Now that we have young children, we don’t do nearly as much vacation planning as we used to (as in, we don’t take as many vacations; not that we fly by the seat of our pants). But when we do vacation planning, the approach is different. I guess you could call it maturity or maybe it’s just an evolution.
- Tag-a-longers: When you’re young and not independent yet (i.e., teenagers), you just follow along whever your parents or guide takes you.
- Beginning Travelers: Then you have some money and can decide where to go. You hit the guidebooks and visit the “Top 10” sites of where ever you’re going.
- Lonely Planet phase: After you realize that tourist attractions are a bit of a farce (ok some are grand). You just want to wander and absorb the atmosphere. Try and avoid the tourist trap restaurants and seek out the authentic culture of the locale.
- Pack in as much in as possible: Turns out that places aren’t that different, or at least you can’t spend enough time in a place to discover its intricacies. So let’s just try and see as many different cities as we can. Shotgun approach will find something interesting! Hopefully.
And now, we’re in the next phase where we’ve seen most of the major travel destinations (Paris, Tokyo, etc), the remaining are too difficult/dangerous with kids, we’re not ready to do yet (i.e., Disney), or just not that interested in (Caribbean). The current philosophy is experience-based – what’s something cool or great that we can do and plan a vacation around that. It might even be something from your bucket list.

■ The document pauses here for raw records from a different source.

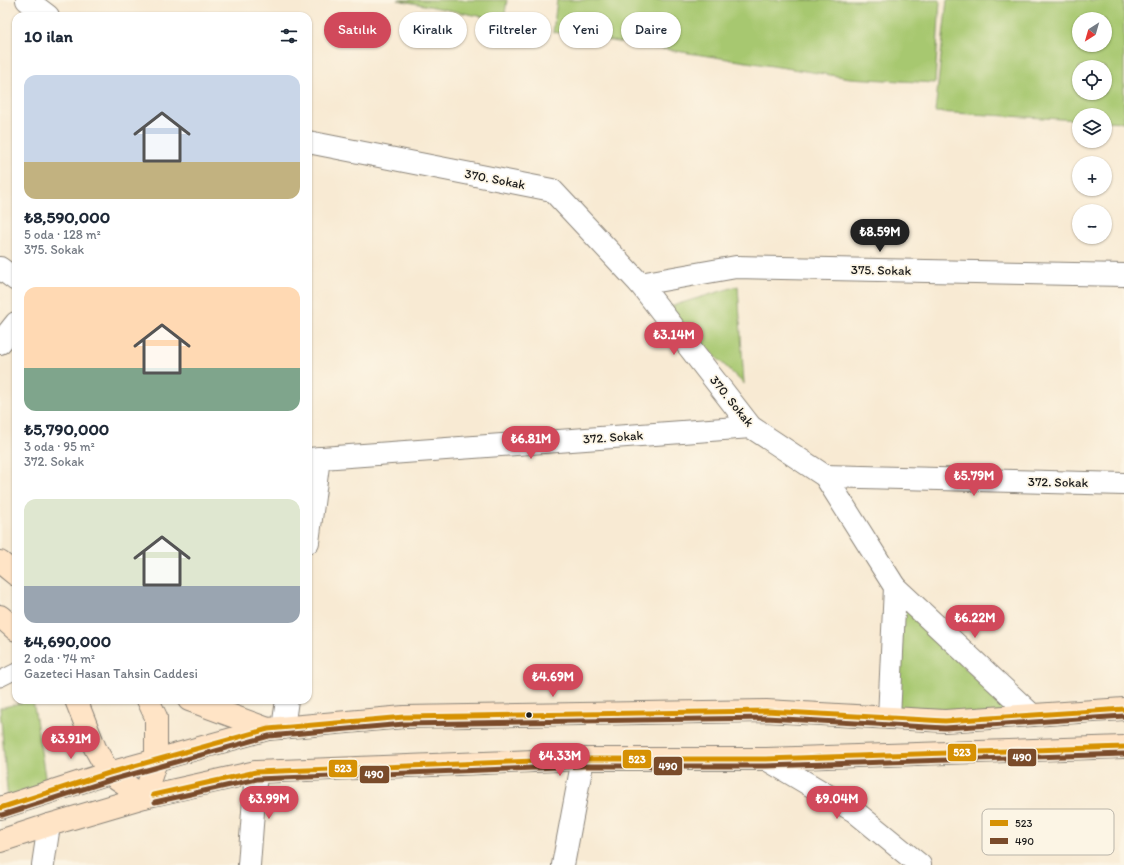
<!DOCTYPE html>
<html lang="tr">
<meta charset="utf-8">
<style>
:root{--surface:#fff;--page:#f2f2f3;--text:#1f2937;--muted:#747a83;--accent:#d1495b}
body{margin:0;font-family:Itim,sans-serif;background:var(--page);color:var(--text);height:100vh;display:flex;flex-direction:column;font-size:15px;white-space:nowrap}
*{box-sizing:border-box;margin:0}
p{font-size:13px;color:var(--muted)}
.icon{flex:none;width:22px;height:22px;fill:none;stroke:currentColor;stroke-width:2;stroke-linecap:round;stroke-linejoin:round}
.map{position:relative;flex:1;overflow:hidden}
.sheet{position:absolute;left:12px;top:12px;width:300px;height:692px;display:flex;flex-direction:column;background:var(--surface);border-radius:12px;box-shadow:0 1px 3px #0004}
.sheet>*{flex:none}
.banner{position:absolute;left:324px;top:12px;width:380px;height:36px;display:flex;gap:8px}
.needle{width:26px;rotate:217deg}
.buttons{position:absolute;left:1072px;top:12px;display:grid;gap:8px}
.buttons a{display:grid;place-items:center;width:40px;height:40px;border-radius:50%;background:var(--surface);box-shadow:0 1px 3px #0004;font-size:20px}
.price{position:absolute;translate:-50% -34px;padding:0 9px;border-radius:14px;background:var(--accent);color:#fff;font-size:13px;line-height:26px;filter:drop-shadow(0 1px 2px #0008)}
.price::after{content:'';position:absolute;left:50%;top:24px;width:12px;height:9px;margin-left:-6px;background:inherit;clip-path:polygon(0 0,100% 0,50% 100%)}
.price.current{background:#222;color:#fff}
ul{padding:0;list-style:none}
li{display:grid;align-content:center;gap:8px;height:212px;padding:0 12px}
li span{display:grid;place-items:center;height:124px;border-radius:12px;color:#555}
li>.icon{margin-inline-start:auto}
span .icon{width:72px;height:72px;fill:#fffc;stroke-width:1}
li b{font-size:17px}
h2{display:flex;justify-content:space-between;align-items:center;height:48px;padding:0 12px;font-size:17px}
.pill{padding:0 14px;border-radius:18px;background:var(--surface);box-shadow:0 1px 3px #0004;font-size:14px;line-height:36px}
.pill.current{background:var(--accent);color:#fff}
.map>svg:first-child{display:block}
.green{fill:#a7c870;stroke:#627246;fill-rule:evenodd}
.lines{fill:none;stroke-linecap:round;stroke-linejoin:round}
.service-casing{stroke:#8a8378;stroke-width:17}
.minor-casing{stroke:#8a8378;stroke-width:24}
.secondary-casing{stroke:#8a8378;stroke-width:24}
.service{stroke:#fff;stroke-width:15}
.minor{stroke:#fff;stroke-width:22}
.secondary{stroke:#ffe4c6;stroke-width:22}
.bus-1-casing{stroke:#fcf5e5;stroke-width:8}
.bus-2-casing{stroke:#fcf5e5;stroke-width:8}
.bus-1{stroke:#d69104;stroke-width:5}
.bus-2{stroke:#7a4b2a;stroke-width:5}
.bus-dot{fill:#1c1c1c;stroke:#fcf5e5;stroke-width:1.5}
.labels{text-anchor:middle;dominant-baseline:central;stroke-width:3.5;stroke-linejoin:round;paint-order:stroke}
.street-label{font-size:13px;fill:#1c1c1c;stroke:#fcf5e5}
.key{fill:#fcf5e5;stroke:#b9b4a9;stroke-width:1}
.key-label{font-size:11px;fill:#1c1c1c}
.line-badge{stroke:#fcf5e5;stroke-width:1.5}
.badge-label{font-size:11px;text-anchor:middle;font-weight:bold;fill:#fff}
</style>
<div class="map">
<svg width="1124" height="865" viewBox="0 0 1124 865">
<rect width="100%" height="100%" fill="#fcf5e5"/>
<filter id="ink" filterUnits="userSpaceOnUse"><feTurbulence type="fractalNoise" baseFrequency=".025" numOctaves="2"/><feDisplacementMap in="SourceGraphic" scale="8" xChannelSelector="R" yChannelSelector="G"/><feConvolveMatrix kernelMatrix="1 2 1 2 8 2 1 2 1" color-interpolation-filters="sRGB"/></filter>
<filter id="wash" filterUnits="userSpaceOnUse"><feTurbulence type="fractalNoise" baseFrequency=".012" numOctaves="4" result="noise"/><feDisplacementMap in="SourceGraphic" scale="16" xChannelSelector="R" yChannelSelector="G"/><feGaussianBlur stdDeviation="0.9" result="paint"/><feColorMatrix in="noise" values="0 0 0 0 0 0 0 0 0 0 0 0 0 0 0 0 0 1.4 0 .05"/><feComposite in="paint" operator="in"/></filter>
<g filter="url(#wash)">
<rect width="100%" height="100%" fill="#f8ead3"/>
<!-- green -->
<g class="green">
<path d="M398,0h109l-3,21z"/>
<path d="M557,0h383l-5,83 -85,-5 -297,-46z"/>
<path d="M947,0h177v122l-19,-1v-6h-26v5l-144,-8zM1079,19h26v26h-26zM1079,67h26v26h-26z"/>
<path d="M738,286l6,98 -79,-76z"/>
<path d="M899,603l114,112 -116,4z"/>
<path d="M33,700l13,83 -38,18 -8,-93z"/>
</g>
</g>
<g filter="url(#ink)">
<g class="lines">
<defs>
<path id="service" d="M0,679l16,-8"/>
<g id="minor">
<path d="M27,0l21,16"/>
<path d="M308,142l244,48 88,94 111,143 74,49 70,111 -6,131"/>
<path d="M0,268l16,12"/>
<path d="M640,284l96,-17 388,8"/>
<path d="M0,343l16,-20"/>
<path d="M308,459l443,-32"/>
<path d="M825,476l299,8"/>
<path d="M308,542l11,-84"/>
<path d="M895,587l137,128"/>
<path d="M283,728l4,-28"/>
<path d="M766,759l88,52 66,54"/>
<path d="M43,865l6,-40"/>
<path d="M249,865l7,-93"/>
<path d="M563,865l20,-106"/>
</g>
<g id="secondary">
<path d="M0,562l16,13"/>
<path d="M0,616l16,14"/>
<path d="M76,700l19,48 14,25 35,24 12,-36v-44l-8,-17"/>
<path d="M189,700l79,29"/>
<path d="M0,808l109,-35 159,-44 136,-12 362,-6 179,10 179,-12"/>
<path d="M0,841l49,-16 95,-28 112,-25 327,-13h183l358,-12"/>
</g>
</defs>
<!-- service casing -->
<use href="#service" class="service-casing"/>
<!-- minor casing -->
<use href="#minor" class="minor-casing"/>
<!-- secondary casing -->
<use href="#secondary" class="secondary-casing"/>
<!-- service -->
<use href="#service" class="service"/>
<!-- minor -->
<use href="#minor" class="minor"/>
<!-- secondary -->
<use href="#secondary" class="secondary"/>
<defs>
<g id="bus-1">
<path d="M153,795l103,-23 327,-13h183l358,-12"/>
<path d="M0,808l109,-35 159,-44 136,-12 362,-6 179,10 179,-12"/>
</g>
<g id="bus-2">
<path d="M155,802l102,-23 326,-13h183l358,-12"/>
<path d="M2,815l109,-35 158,-44 135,-12 362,-6 179,10 179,-12"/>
</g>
</defs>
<!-- bus-1 casing -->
<use href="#bus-1" class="bus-1-casing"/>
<!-- bus-2 casing -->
<use href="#bus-2" class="bus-2-casing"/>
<!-- bus-1 -->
<use href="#bus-1" class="bus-1"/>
<!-- bus-2 -->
<use href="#bus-2" class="bus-2"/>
</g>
</g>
<!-- markers -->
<circle class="bus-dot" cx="529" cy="715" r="3.5"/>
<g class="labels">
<!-- street labels -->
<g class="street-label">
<text transform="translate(495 179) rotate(11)">370. Sokak</text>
<text transform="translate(881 270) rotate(1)">375. Sokak</text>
<text transform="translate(732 401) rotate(51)">370. Sokak</text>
<text transform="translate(613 437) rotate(-4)">372. Sokak</text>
<text transform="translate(1058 482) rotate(1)">372. Sokak</text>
</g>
</g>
<!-- legend -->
<rect x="982" y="809" width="132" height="46" rx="6" class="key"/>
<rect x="990" y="820" width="18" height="6" fill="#d69104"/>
<rect x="990" y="838" width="18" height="6" fill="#7a4b2a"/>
<g class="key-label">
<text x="1015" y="827">523</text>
<text x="1015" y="845">490</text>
</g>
<g class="line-badge">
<rect x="947" y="743" width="30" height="19" rx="4" fill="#d69104"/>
<rect x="1007" y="748" width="30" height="19" rx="4" fill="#7a4b2a"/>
<rect x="622" y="749" width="30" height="20" rx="4" fill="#d69104"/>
<rect x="653" y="756" width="30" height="20" rx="4" fill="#7a4b2a"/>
<rect x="328" y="759" width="30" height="19" rx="4" fill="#d69104"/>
<rect x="359" y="765" width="31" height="19" rx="4" fill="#7a4b2a"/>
</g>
<g class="badge-label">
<text x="962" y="756">523</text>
<text x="1022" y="761">490</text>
<text x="637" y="763">523</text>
<text x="668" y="770">490</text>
<text x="343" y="772">523</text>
<text x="374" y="778">490</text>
</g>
</svg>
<div class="buttons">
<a><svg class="needle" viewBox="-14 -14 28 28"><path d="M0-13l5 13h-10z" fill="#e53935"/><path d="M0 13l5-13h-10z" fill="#747a83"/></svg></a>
<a><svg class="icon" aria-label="locate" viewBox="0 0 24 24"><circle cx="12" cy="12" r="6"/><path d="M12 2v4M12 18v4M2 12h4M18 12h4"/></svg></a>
<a><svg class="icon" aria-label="layers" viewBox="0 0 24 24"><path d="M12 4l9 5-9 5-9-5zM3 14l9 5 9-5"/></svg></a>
<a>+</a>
<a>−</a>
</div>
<b class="price current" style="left:880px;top:253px">₺8.59M</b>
<b class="price" style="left:674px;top:356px">₺3.14M</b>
<b class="price" style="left:531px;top:460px">₺6.81M</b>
<b class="price" style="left:974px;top:497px">₺5.79M</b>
<b class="price" style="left:975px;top:639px">₺6.22M</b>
<b class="price" style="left:553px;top:698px">₺4.69M</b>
<b class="price" style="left:71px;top:760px">₺3.91M</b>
<b class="price" style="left:560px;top:777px">₺4.33M</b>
<b class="price" style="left:269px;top:820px">₺3.99M</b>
<b class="price" style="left:837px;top:820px">₺9.04M</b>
<div class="banner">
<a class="pill current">Satılık</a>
<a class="pill">Kiralık</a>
<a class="pill">Filtreler</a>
<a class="pill">Yeni</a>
<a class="pill">Daire</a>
</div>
<section class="sheet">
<h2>10 ilan<svg class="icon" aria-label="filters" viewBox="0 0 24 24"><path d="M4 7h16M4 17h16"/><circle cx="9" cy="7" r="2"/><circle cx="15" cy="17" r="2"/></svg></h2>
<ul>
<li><span style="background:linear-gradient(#c9d6e8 70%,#c2b280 0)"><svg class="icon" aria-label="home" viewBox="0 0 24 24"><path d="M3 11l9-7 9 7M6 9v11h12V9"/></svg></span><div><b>₺8,590,000</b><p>5 oda · 128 m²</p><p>375. Sokak</p></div></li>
<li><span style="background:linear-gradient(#ffd9b3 65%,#7fa58c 0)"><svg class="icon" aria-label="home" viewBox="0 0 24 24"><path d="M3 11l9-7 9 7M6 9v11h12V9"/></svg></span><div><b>₺5,790,000</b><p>3 oda · 95 m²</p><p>372. Sokak</p></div></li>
<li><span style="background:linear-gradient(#dfe7d0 70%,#9aa5b1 0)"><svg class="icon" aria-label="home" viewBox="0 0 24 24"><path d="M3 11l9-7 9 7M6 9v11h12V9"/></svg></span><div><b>₺4,690,000</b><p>2 oda · 74 m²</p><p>Gazeteci Hasan Tahsin Caddesi</p></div></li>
</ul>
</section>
</div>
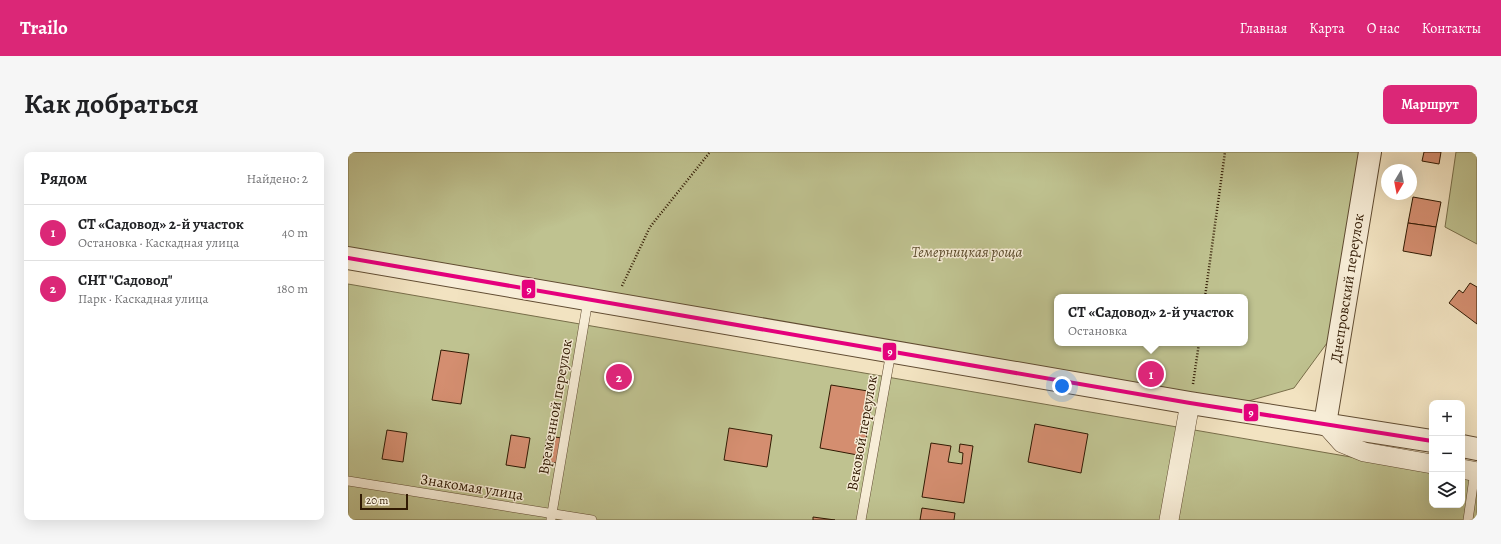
<!DOCTYPE html>
<html lang="ru">
<meta charset="utf-8">
<style>
body{margin:0;font-family:Alegreya,serif;background:#f6f6f6;color:#202124}
.controls{position:absolute;right:12px;bottom:12px;display:grid;overflow:hidden;border-radius:8px;box-shadow:0 4px 16px #0002}
.controls button{width:36px;height:36px;display:grid;place-items:center;padding:0;border:0;border-bottom:1px solid #e0e0e0;background:#fff;color:#202124;font:20px sans-serif}
.compass{position:absolute;left:1033px;top:12px;width:36px;height:36px;border-radius:50%;background:#fff;box-shadow:0 4px 16px #0002;rotate:190deg}
.scale{position:absolute;left:12px;bottom:10px;width:48px;box-sizing:border-box;padding-left:4px;border:2px solid #311a03;border-top:0;font-size:11px;line-height:14px;white-space:nowrap;color:#311a03;-webkit-text-stroke:3px #f7edd7;paint-order:stroke}
.you{position:absolute;left:714px;top:234px;width:14px;height:14px;margin:-10px;border:3px solid #fff;border-radius:50%;background:#1a73e8;box-shadow:0 0 0 6px #1a73e833}
.badge{display:grid;place-items:center;width:26px;height:26px;border-radius:50%;background:#db2777;color:#fff;font-size:13px;font-weight:700}
.pin{position:absolute;translate:-50% -50%;border:2px solid #fff;box-shadow:0 1px 4px #0006}
.popup{position:absolute;left:706px;top:142px;width:194px;height:52px;box-sizing:border-box;display:grid;place-content:center;border-radius:8px;background:#fff;filter:drop-shadow(0 1px 3px #0005);font-size:13px;white-space:nowrap;color:#757577}
.popup b{font-size:15px;color:#202124}
.popup::after{content:'';position:absolute;left:50%;top:100%;margin-left:-8px;border:8px solid transparent;border-top-color:#fff}
.list{margin:0;padding:0;list-style:none}
h2{display:flex;justify-content:space-between;align-items:center;height:52px;margin:0;padding:0 16px;font-size:17px}
h2 small{font-size:13px;font-weight:400;color:#757577}
.list li{display:grid;grid-template-columns:26px 1fr auto;gap:12px;align-items:center;box-sizing:border-box;height:56px;padding:0 16px;border-top:1px solid #e0e0e0}
.list b{display:block;font-size:15px;white-space:nowrap}
.list p{margin:0;font-size:13px;white-space:nowrap;color:#757577}
.list em{font-size:13px;font-style:normal;color:#757577}
.icon{flex:none;width:22px;height:22px;fill:none;stroke:currentColor;stroke-width:2;stroke-linecap:round;stroke-linejoin:round}
.map{position:relative;flex:none;width:1129px;height:368px;overflow:hidden;border-radius:8px}
header{display:flex;align-items:center;gap:24px;box-sizing:border-box;height:56px;padding:0 20px;background:#db2777;color:#fff}
header strong{font-size:19px}
nav{display:flex;gap:22px;margin-inline-start:auto;font-size:14px}
.intro{display:flex;align-items:center;justify-content:space-between;box-sizing:border-box;height:96px;padding:0 24px}
h1{margin:0;font-size:28px}
.button{padding:10px 18px;border-radius:8px;background:#db2777;color:#fff;font-size:14px;font-weight:700}
main{display:flex;gap:24px;padding:0 24px}
aside{flex:1;background:#fff;border-radius:8px;box-shadow:0 4px 16px #0002}
.map>svg:first-child{display:block}
.green{fill:#bfc290;stroke:#786e4a;fill-rule:evenodd}
.building{fill:#d48e70;stroke:#311a03}
.lines{fill:none;stroke-linecap:round;stroke-linejoin:round}
.service-casing{stroke:#614c32;stroke-width:10}
.minor-casing{stroke:#614c32;stroke-width:20}
.tertiary-casing{stroke:#614c32;stroke-width:24}
.path{stroke:#311a03;stroke-width:2.5;stroke-dasharray:1 2;stroke-linecap:butt}
.service{stroke:#f7edd7;stroke-width:9}
.minor{stroke:#f7edd7;stroke-width:19}
.tertiary{stroke:#f7edd7;stroke-width:22}
.bus-1-casing{stroke:#f7edd7;stroke-width:7}
.bus-1{stroke:#e5007d;stroke-width:4}
.labels{text-anchor:middle;dominant-baseline:central;stroke-width:3;stroke-linejoin:round;paint-order:stroke}
.park-label{font-size:15px;font-style:italic;fill:#5c4c2d;stroke:#f7edd7}
.street-label{font-size:15px;fill:#311a03;stroke:#f7edd7}
.line-badge{stroke:#f7edd7;stroke-width:1.5}
.badge-label{font-size:11px;text-anchor:middle;font-weight:bold;fill:#fff}
</style>
<header>
<strong>Trailo</strong>
<nav><a>Главная</a><a>Карта</a><a>О нас</a><a>Контакты</a></nav>
</header>
<div class="intro"><h1>Как добраться</h1><a class="button">Маршрут</a></div>
<main>
<aside>
<h2>Рядом<small>Найдено: 2</small></h2>
<ul class="list">
<li><span class="badge">1</span><div><b>СТ «Садовод» 2-й участок</b><p>Остановка · Каскадная улица</p></div><em>40 m</em></li>
<li><span class="badge">2</span><div><b>СНТ &quot;Садовод&quot;</b><p>Парк · Каскадная улица</p></div><em>180 m</em></li>
</ul>
</aside>
<div class="map">
<svg width="1129" height="368" viewBox="0 0 1129 368">
<rect width="100%" height="100%" fill="#f2e3c1"/>
<filter id="stains"><feTurbulence type="fractalNoise" baseFrequency=".005" numOctaves="4"/><feColorMatrix values="0 0 0 0 .2 0 0 0 0 .09 0 0 0 0 .02 0 0 0 .5 -.17"/></filter>
<radialGradient id="worn" r=".72"><stop offset=".6" stop-color="#630" stop-opacity="0"/><stop offset="1" stop-color="#630" stop-opacity=".3"/></radialGradient>
<g class="green">
<path d="M0 0H1014L982 187 946 236 897 250 0 101ZM709 145H897V191H709Z"/>
<polygon points="1108,0 1129,0 1129,92 1097,75"/>
<polygon points="0,132 1084,319 1084,353 1114,353 1114,324 1129,326 1129,368 0,368"/>
</g>
<g class="building">
<polygon points="1076,0 1093,0 1091,12 1074,9"/>
<polygon points="1065,45 1093,50 1088,75 1060,71"/>
<polygon points="1060,71 1088,75 1083,104 1055,99"/>
<polygon points="1122,131 1129,135 1129,172 1101,151 1111,138 1115,141"/>
<polygon points="93,198 121,202 113,252 84,248"/>
<polygon points="483,233 526,240 515,304 472,296"/>
<polygon points="687,272 740,282 733,321 680,310"/>
<polygon points="381,276 424,283 419,315 376,308"/>
<polygon points="39,278 59,281 55,310 34,307"/>
<polygon points="163,283 182,286 177,316 158,313"/>
<polygon points="199,284 214,286 209,311 195,309"/>
<polygon points="583,291 603,294 600,310 614,312 615,301 611,300 612,292 625,294 616,351 574,345"/>
<polygon points="574,356 607,361 606,368 572,368"/>
<polygon points="465,365 487,368 465,368"/>
</g>
<g class="lines">
<defs>
<g id="service">
<polyline points="0,329 244,368"/>
<polyline points="203,367 240,148"/>
<polyline points="513,368 543,200"/>
<polyline points="1120,368 1127,319"/>
</g>
<g id="minor">
<polyline points="977,272 994,291 1016,300 1084,312"/>
<polyline points="1114,317 1129,320"/>
<polyline points="821,368 842,251"/>
</g>
<g id="tertiary">
<polyline points="0,106 842,251 1084,289"/>
<polyline points="977,272 1022,0"/>
<polyline points="1114,294 1129,297"/>
</g>
</defs>
<use href="#service" class="service-casing"/>
<use href="#minor" class="minor-casing"/>
<use href="#tertiary" class="tertiary-casing"/>
<g class="path">
<polyline points="274,134 302,75 362,0"/>
<polyline points="857,145 877,0"/>
<polyline points="845,232 851,191"/>
</g>
<use href="#service" class="service"/>
<use href="#minor" class="minor"/>
<use href="#tertiary" class="tertiary"/>
<defs>
<polyline id="bus-1" points="0,106 842,251 1084,289"/>
</defs>
<use href="#bus-1" class="bus-1-casing"/>
<use href="#bus-1" class="bus-1"/>
</g>
<g class="labels">
<g class="park-label">
<text x="619" y="100">Темерницкая роща</text>
</g>
<g class="street-label">
<text transform="translate(999 136) rotate(-81)">Днепровский переулок</text>
<text transform="translate(207 255) rotate(-80)">Временной переулок</text>
<text transform="translate(514 281) rotate(-80)">Вековой переулок</text>
<text transform="translate(124 335) rotate(9)">Знакомая улица</text>
</g>
</g>
<g class="line-badge">
<rect x="173" y="127" width="15" height="20" rx="4" fill="#e5007d"/>
<rect x="534" y="190" width="15" height="19" rx="4" fill="#e5007d"/>
<rect x="895" y="251" width="16" height="19" rx="4" fill="#e5007d"/>
</g>
<g class="badge-label">
<text x="181" y="141">9</text>
<text x="542" y="203">9</text>
<text x="903" y="264">9</text>
</g>
<rect width="100%" height="100%" filter="url(#stains)"/>
<rect width="100%" height="100%" fill="url(#worn)"/>
</svg>
<div class="controls">
<button>+</button>
<button>−</button>
<button><svg class="icon" aria-label="layers" viewBox="0 0 24 24"><path d="M12 4l9 5-9 5-9-5zM3 14l9 5 9-5"/></svg></button>
</div>
<svg class="compass" viewBox="-18 -18 36 36"><path d="M0-13l5 13h-10z" fill="#e53935"/><path d="M0 13l5-13h-10z" fill="#757577"/></svg>
<div class="scale">20 m</div>
<div class="you"></div>
<div class="pin badge" style="left:803px;top:222px">1</div>
<div class="popup"><b>СТ «Садовод» 2-й участок</b>Остановка</div>
<div class="pin badge" style="left:271px;top:225px">2</div>
</div>
</main>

The experience forms the general structure, but it’s probably a couple of hours/full day type thing. It’s not an entire vacation, so to fill the rest we try and balance between must-see tourist attractions and finding things to do that are unique or distinctive about the region. The latter is the hard part because it’s not a matter of reading Lonely Planet; it has to be something that captures our imagination as well. That actually takes longer as it requires more research and planning to pull that off.
But I guess if you don’t travel as much anymore, it’s worth it!